Segment Start: Entries supplied

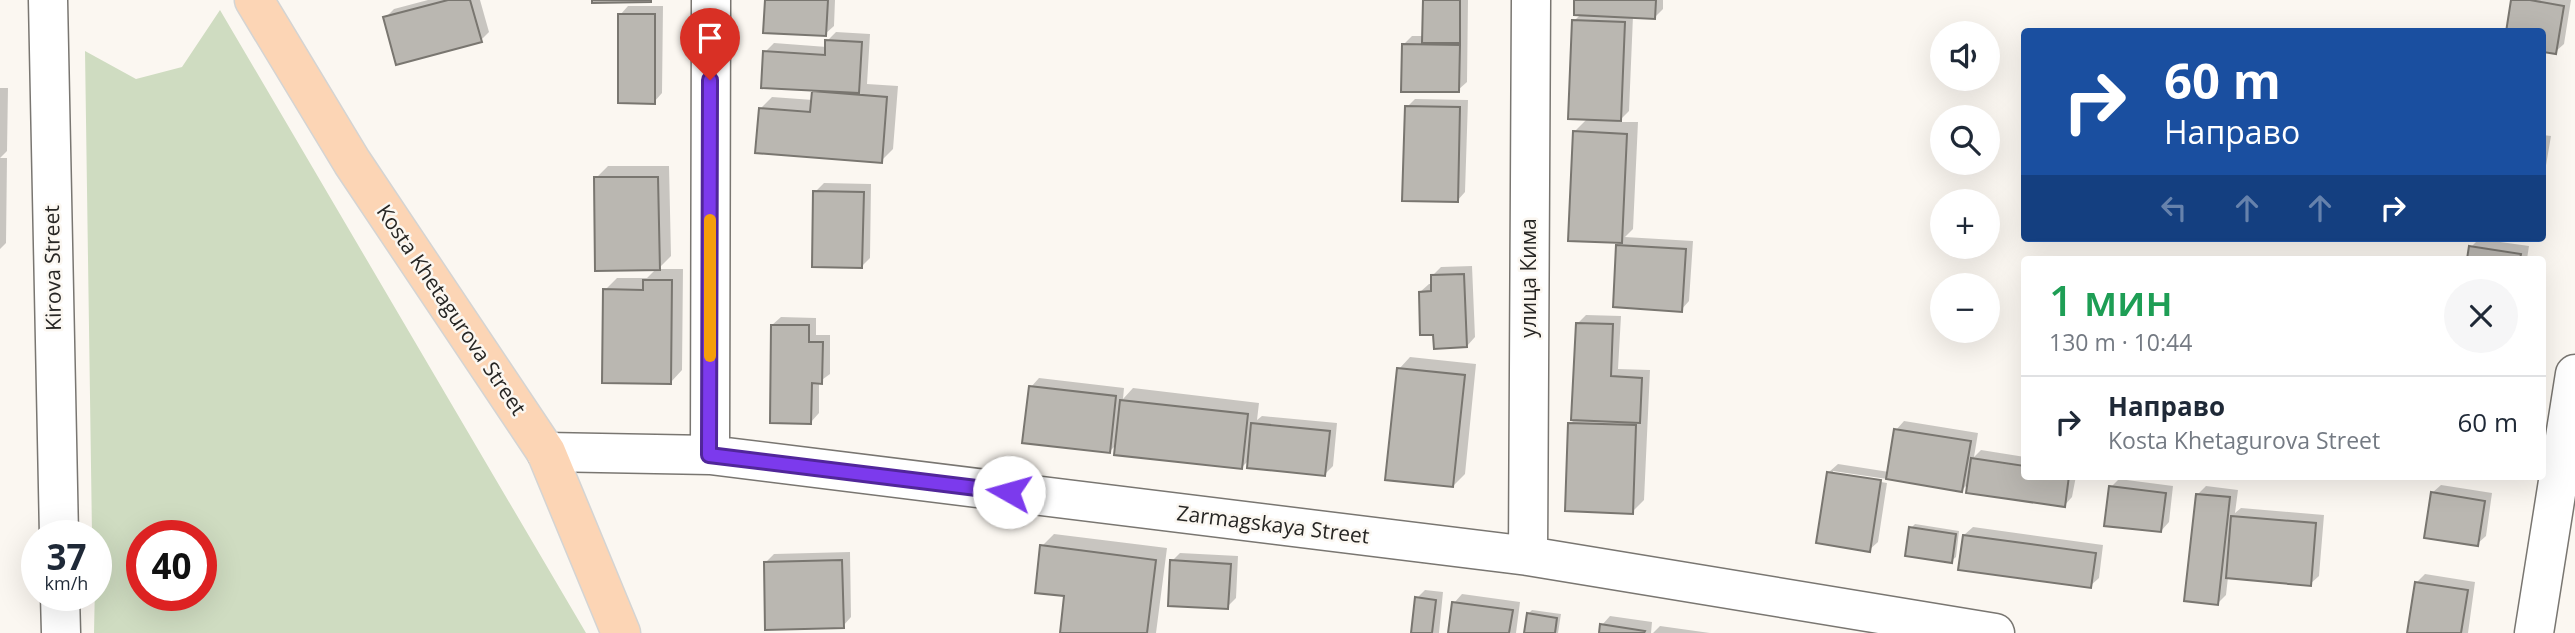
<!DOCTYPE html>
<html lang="ru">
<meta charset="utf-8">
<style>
body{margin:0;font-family:"Open Sans",sans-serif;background:#f6f6f7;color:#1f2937;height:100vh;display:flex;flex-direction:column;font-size:26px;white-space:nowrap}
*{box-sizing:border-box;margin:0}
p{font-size:23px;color:#747a83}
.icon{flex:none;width:38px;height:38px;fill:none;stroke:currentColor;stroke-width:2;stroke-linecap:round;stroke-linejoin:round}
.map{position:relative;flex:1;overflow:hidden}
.sheet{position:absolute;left:2021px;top:256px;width:525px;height:224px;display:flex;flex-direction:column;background:#fff;border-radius:7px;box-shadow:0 7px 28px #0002}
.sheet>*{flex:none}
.banner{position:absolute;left:2021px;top:28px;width:525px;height:214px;border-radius:7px;box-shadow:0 7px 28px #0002;background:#1a4fa0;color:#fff;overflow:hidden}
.fabs{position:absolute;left:1930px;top:21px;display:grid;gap:14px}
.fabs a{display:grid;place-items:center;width:70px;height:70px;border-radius:50%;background:#fff;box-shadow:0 7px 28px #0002;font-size:35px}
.speed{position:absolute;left:21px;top:520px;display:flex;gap:14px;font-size:35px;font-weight:700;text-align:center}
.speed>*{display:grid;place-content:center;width:91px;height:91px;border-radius:50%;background:#fff;box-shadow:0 7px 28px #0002;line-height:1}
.speed small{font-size:18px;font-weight:400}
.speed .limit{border:10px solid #d22;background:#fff;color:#111}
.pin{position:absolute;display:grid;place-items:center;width:60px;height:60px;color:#fff;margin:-72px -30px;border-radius:50% 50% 50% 0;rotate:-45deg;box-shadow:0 0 7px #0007}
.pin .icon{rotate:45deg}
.me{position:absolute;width:77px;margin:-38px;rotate:277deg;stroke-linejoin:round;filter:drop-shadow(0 0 5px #0008)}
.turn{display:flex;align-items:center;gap:24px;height:147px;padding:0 28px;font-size:32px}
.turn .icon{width:91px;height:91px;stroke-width:2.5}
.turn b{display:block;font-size:49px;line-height:60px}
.lanes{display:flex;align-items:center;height:66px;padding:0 28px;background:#0003;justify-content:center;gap:35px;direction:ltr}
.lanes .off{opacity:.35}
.round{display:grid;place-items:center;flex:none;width:74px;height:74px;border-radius:37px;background:#f6f6f7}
.summary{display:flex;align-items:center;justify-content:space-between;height:119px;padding:0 28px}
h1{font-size:42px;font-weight:600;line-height:52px;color:#1e9e55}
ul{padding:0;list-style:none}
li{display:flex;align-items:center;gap:21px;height:91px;padding:0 28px;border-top:2px solid #e0e1e3}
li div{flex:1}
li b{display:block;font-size:26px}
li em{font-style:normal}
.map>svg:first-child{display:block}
</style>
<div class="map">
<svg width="2575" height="633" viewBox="0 0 2575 633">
<rect width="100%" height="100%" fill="#fbf7f1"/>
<path fill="#cfdcc1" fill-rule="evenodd" d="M220 10 586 633H94L96 536 92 535 85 51 136 79 182 67ZM142 536H201V595H142Z"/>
<path fill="#0003" d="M428 0H480L489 32 481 40 385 18 394 9Z
M767 0H835L834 26 825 34Z
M1425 0H1468L1467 82 1458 90 1403 45 1412 36H1424Z
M1576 0H1663V9L1654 18 1633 16 1629 111 1618 122H1638L1633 229 1625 237 1693 241 1689 301 1681 310 1618 246 1623 241 1570 239 1574 132 1588 118 1574 21 1581 14Z
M2513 0H2571L2564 44 2555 52 2543 50V32Z
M628 6H663L662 93 654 102 620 15Z
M836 32 870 34 867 84 898 86 893 149 881 161 760 109 772 97 813 100V92L816 89 765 52 774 43 827 47V41Z
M0 88H8L7 151 0 158Z
M1415 99 1468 100 1465 192 1457 201 1407 107Z
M2543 135 2551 136 2543 183Z
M0 158H7L6 243 0 249Z
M608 166H669L671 256 658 269H683L682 370 671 382 605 290 617 278H647L657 268 596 178Z
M824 183 871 184 870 258 862 266 815 192Z
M2479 239 2529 246 2527 259H2469L2471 247Z
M1472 266 1475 337 1467 346 1435 333 1420 292 1429 284H1433L1432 276 1441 267Z
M1586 315 1621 316 1618 369 1650 370 1644 500 1632 512 1570 424 1576 418 1577 324Z
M781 317 816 318V335H830V374L819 382V413L811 422 772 325Z
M1410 357 1476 364 1465 474 1453 486 1399 369Z
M1039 378 1124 388 1123 399 1133 388 1259 403 1257 420 1262 416 1337 423 1333 466 1324 475 1249 460 1242 467 1117 444 1110 451 1031 387Z
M1904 421 1978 433 1974 457 1981 450 2025 457V476H2076L2072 497 2064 506 1970 482 1962 490 1833 471V474L1887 483 1878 542 1869 550 1829 472 1838 464 1889 472 1896 430Z
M2119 479 2173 486 2169 522 2161 531 2111 487Z
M2441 485 2492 493 2486 536 2477 544 2432 493Z
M2206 486 2238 490 2235 513 2241 508 2324 515 2319 576 2310 584 2228 577 2226 595 2218 603 2197 495Z
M1915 524 1959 531 1956 557 1951 561 1911 528Z
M1973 527 2103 545 2099 578 2090 586 1964 535Z
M1054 534 1167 548 1156 633H1061L1066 594 1042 546Z
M850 552 851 617 843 626 765 563 774 554Z
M1180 553 1238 556 1236 598 1227 607 1172 561Z
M2425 574 2475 582 2468 633H2409L2416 583Z
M1425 590 1443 592 1439 633H1413L1417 598Z
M1462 594 1520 602 1516 633H1449L1454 603Z
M1532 610 1561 614 1558 633H1526L1528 614Z
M1610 616 1652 622 1651 633H1600L1602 625Z
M1660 626 1710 633H1653Z"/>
<path fill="#bab7b1" stroke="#797670" stroke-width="2" d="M448 0H470L482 42 396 65 383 17Z
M592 0H651V2L592 3Z
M765 0H828L826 36 763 33Z
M1423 0H1460V43H1422Z
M1574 0H1656L1655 19 1574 15Z
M2511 0H2530L2564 6 2556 54 2543 52V32H2506Z
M618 14H655V104L618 103Z
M1572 20 1625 22 1621 121 1568 119Z
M825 40 862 42 859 93 761 88 763 51 825 55Z
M1402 44 1460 45 1459 92H1401Z
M812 91 887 97 882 163 755 153 759 108 810 112Z
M1405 106 1460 107 1458 202 1402 201Z
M1573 131 1627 134 1622 243 1568 241Z
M594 177H658L660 270 595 271Z
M813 191 864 192 862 268 812 267Z
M1616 245 1686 249 1682 312 1613 307Z
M2469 246 2521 254 2520 259H2467Z
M1464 274 1467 347 1434 349 1433 335H1420L1419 292 1431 291V275Z
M643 280H672L671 384 602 383 603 289 643 290Z
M1576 323 1613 324 1611 376 1642 378 1640 423 1571 420Z
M771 325H809V342H823L822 384 812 383 811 424 770 423Z
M1397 368 1465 375 1453 487 1385 480Z
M1029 386 1116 396 1110 453 1022 443Z
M1120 400 1248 414 1242 469 1114 455Z
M1251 423 1330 431 1325 476 1247 468Z
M1568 423 1636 425 1633 514 1565 511Z
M1894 429 1971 441 1962 492 1886 479Z
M1971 458 2025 466V476H2069L2065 507 1966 493Z
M1827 472 1881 480 1870 552 1816 543Z
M2109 486 2166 493 2161 532 2104 526Z
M2431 492 2485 501 2478 546 2424 538Z
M2196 494 2230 497 2218 605 2184 601Z
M2231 516 2316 523 2311 586 2226 578Z
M1909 527 1956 534 1952 563 1905 556Z
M1963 535 2096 553 2091 588 1958 570Z
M1040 545 1156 560 1147 633H1060L1064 596 1035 593Z
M842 560 844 628 765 630 764 562Z
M1170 560 1231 564 1228 609 1168 606Z
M2415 582 2468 590 2461 633H2407Z
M1415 597 1436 600 1432 633H1411Z
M1452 602 1513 610 1509 633H1448Z
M1527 613 1557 618 1555 633H1524Z
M1600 624 1645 631 1644 633H1599Z"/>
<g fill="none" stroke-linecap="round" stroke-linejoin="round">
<defs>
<path id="minor" d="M48 0 59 536
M546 452 710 455 1528 556 1995 633
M710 455 711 0
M1528 556 1531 0
M60 595 61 633
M2534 633 2575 374"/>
<path id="major" d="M254 0 352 162 546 452 621 633"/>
</defs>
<use href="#minor" stroke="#797671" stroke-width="41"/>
<use href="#major" stroke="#d4d4d3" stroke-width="41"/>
<use href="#minor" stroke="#fff" stroke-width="38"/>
<use href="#major" stroke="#fcd5b5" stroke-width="38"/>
</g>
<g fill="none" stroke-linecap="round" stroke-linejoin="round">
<defs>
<path id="route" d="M710 80 709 455 1009 492"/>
</defs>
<use href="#route" stroke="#51269a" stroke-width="18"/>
<use href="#route" stroke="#7c3aed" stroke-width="12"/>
<path stroke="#f59e0b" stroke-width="12" d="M710 356V220"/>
</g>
<g text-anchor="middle" stroke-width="5" stroke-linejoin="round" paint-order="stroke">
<g font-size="21" fill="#272624" stroke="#fbf7f1">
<text transform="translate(53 268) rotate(-91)" y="7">Kirova Street</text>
<text transform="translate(1529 278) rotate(-90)" y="7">улица Кима</text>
<text transform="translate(451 310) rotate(56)" y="7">Kosta Khetagurova Street</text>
<text transform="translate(1273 525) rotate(7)" y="7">Zarmagskaya Street</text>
</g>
</g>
</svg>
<div class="fabs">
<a><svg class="icon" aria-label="sound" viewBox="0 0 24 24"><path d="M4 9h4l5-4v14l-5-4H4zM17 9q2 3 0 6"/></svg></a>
<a><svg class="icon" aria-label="search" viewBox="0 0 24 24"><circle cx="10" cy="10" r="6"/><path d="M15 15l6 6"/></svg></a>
<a>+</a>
<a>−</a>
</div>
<div class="speed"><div>37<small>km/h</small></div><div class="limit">40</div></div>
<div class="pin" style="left:710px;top:80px;background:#d93025"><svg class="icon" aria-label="arrive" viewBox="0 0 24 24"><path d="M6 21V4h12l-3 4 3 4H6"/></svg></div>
<svg class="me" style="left:1009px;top:492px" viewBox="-20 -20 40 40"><circle r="19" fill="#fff"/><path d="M0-13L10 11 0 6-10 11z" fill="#7c3aed"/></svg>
<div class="banner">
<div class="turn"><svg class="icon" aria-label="right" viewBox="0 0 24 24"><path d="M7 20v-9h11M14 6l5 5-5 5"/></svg><div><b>60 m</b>Направо</div></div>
<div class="lanes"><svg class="icon off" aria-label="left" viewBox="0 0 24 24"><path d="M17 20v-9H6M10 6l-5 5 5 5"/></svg><svg class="icon off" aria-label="ahead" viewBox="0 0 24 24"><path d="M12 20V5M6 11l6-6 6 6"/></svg><svg class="icon off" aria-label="ahead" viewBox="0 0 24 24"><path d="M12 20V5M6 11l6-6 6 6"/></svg><svg class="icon" aria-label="right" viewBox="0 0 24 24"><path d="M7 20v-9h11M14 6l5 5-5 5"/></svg></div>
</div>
<section class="sheet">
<div class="summary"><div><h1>1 мин</h1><p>130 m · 10:44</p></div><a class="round"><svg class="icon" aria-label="close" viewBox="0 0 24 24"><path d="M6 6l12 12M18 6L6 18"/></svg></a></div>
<ul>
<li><svg class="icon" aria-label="right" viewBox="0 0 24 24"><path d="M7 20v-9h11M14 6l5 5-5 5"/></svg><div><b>Направо</b><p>Kosta Khetagurova Street</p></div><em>60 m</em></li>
</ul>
</section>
</div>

Segment End: Entries supplied

→ What you will do: From the listing above, count the lines that include the word "small" and give the total alone.

→ Answer for this exercise: 2